In today’s blog, we’re going to look at ways in which you can break the cycle and change your behaviours for the better. We all want to lead positive, successful lives but it’s easy to fall in to patterns that are detrimental to our prosperity and wellbeing. Learning to re-programme your psychological triggers can be difficult but it’s not impossible and we’re here to give you some tips on how to start.
Put Your Inner Critic on Mute
We all have a little voice inside our heads that judges us on the way we act and reminds us of everything that could go wrong if we go after the things we really want in life. If you’ve grown up without a lot of positive reinforcement, your inner critic may be louder than others as it reminds you of the same criticisms you had directed at you as a child. Although we can try and ignore that voice in our heads, it seems to always be there so what can we do to stop it from impeding us?
Try imagining saying some of the things you tell yourself to someone that you care about. What would they say if you constantly put them down or belittled their dreams? They would be shocked and most likely, quite angry with you. So why do you think that treating yourself in such a poor manner is acceptable? It isn’t.
No one can be as mean to us as we are to ourselves. We’re our own biggest critics. In order to try and give your inner critic a positive makeover, try reframing every negative thought that pops into your head. When you think ‘I’m going to fail’, try reframing that thought to, ‘I’m going to succeed but if I do fail, it won’t stop me from trying again’.
If you are faced with having a tricky conversation that makes you feel nervous then try imagining having that conversation in your head as a positive exchange. Ditching our inner critics is not an easy task but with enough practice and preparation we can turn that negative critic into a positive cheerleader and reap the benefits of having a more positive frame of mind.
Self-care isn’t selfish – it’s survival. Looking after yourself mentally and physically should always be at the top of your to-do list. If you have poor self-esteem or a negative view of yourself then you need to work doubly hard to regain your confidence in the power of ‘you’.
Try reminding yourself on a daily basis of just how much value you have and how important you are to the people around you. Look in the mirror and give yourself 3 positive compliments every morning. These could range from positive thoughts about your attributes like, ‘You are a good listener’ to things that you have done like, ‘I always help my friends out when they need me’.
Building up a ‘bank’ of positive thoughts about yourself in your head will help you to learn to love and appreciate yourself, growing your confidence along the way. Also, if you have things that you enjoy doing, take the time to practice them as both a form of self-love and as a way to build up your skills and strengths in that area. Recognising that you are ‘good’ at something will go a long way in helping you to love yourself.
Stop Avoiding Difficult Situations
Conflict can often affect people in very different ways. Some people love to have a good argument whilst others can’t think of anything worse and will actively try to avoid it at all costs. However, avoiding conflict and difficult situations will not make the situation better in the long run.

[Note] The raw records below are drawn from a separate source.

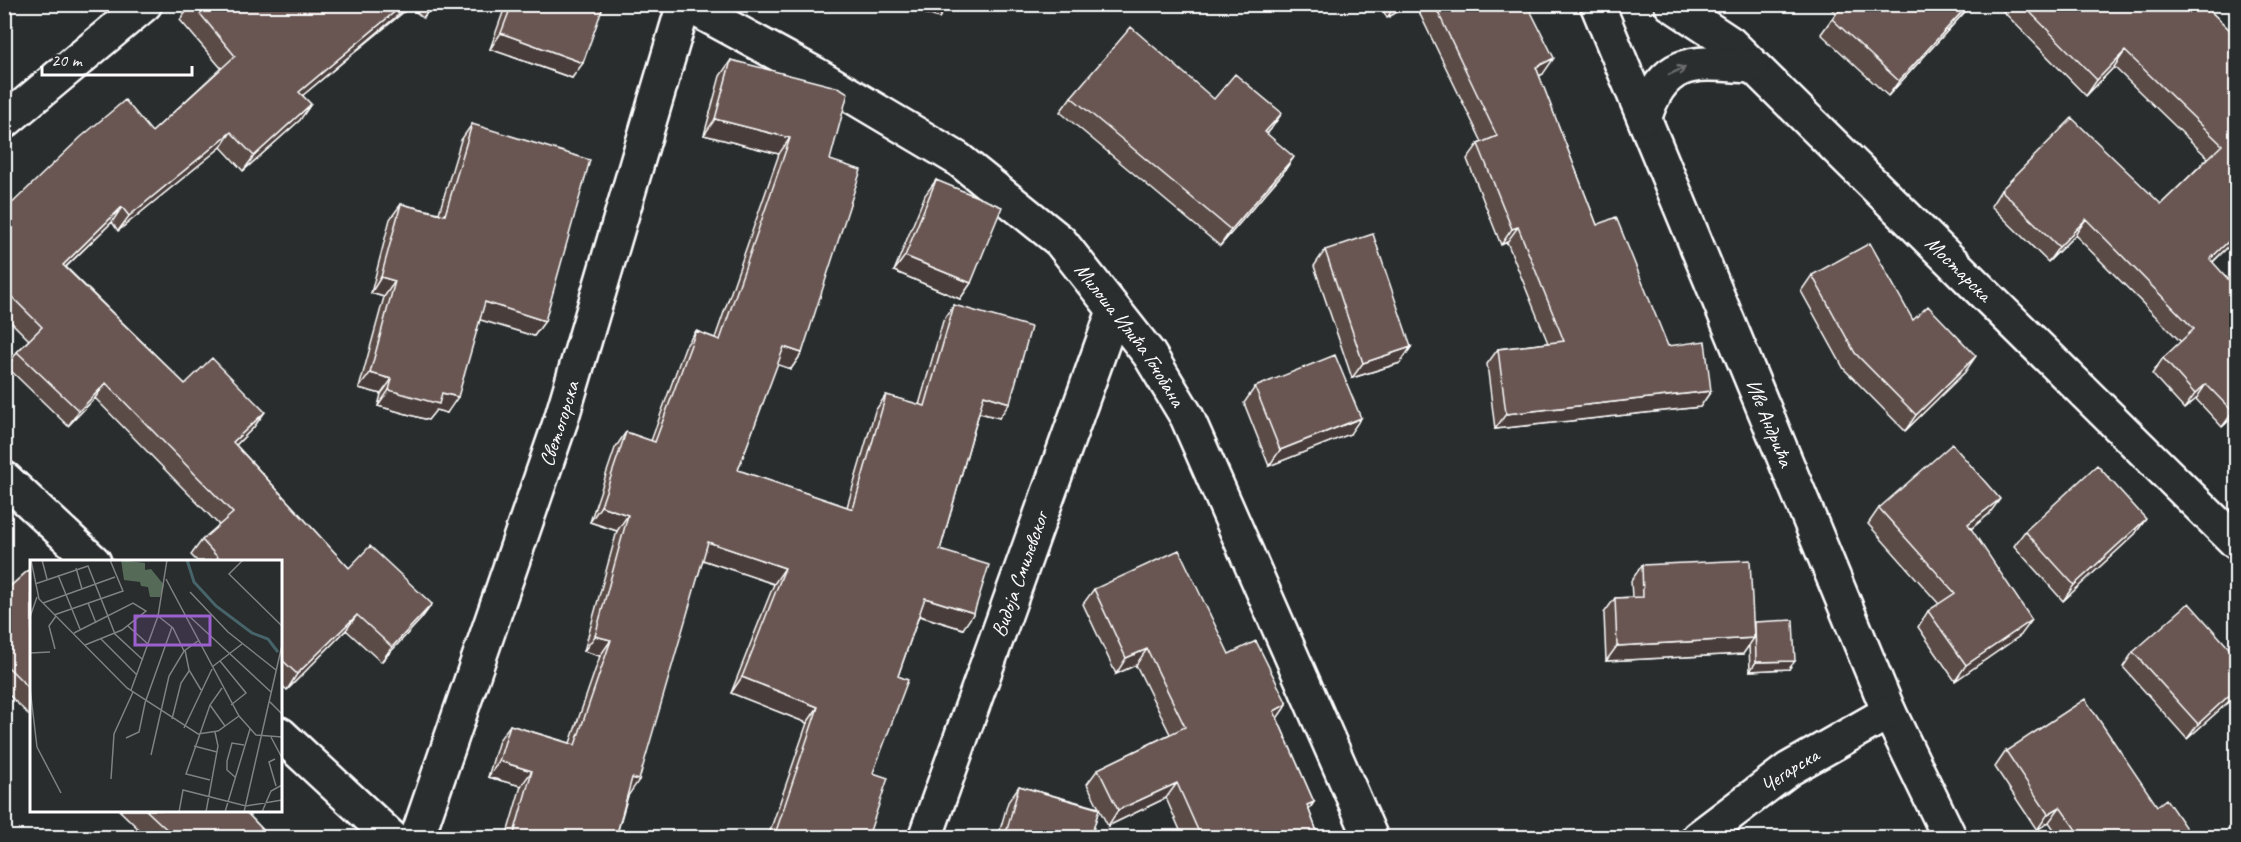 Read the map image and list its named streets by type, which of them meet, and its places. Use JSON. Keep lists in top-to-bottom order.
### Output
{
  "streets": {
    "street": [
      "Мостарска",
      "Милоша Илића Гочобана",
      "Иве Андрића",
      "Светогорска",
      "Видоја Смилевског",
      "Чегарска"
    ]
  },
  "crossings": [
    ["Милоша Илића Гочобана", "Светогорска"],
    ["Милоша Илића Гочобана", "Видоја Смилевског"],
    ["Иве Андрића", "Чегарска"]
  ],
  "scale_bar": "20 m"
}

Early memories of fear and anger can make us shrink away from any form of confrontation, particularly if you had parents who argued in front of you when you were a child. Our natural childlike state is to fear loud noises and disruptions to our routines as it threatens the ‘safety’ of our environment and upsets our status quo. Carrying this fear over into adulthood can stunt your development and have a negative affect on your long-term relationships.
The best thing to do if you find conflict difficult is to practice your reactions. Prepare yourself by picturing the kinds of situations that make you uneasy and imagine how you’re going to react to them. If you have to have a difficult conversation with a partner then imagine how the conversation will go and picture the kinds of responses you believe you will get.
It’s only by biting the bullet and actually having the difficult conversation that you will be able to move past your fear and your tendency to avoid. As with all things in life, you can’t guarantee the outcome but there is no point in you being miserable when you can face your fears and ultimately make your life better as a result.
Trust in Yourself
Learning to trust your instincts is an important part of self-development. If you’ve gone through life having the majority of your decisions made for you, it may be difficult to start making them for yourself. If you haven’t been allowed to make any mistakes, you don’t have a reason to trust your own judgement.
Although it may seem daunting, it is only through experience that we can learn to trust ourselves and establish our own core beliefs. Rather than looking for someone else’s judgement to provide you with direction, you need to start exploring your own choices. You need to establish your own core beliefs and values in order to repair any issues you have with trust; starting with yourself.
We hope that we have given you some food for thought on how to change your negative behaviours. Change is always difficult but it’s not impossible. It’s never too late to start living the life you want, you just have to take the first step.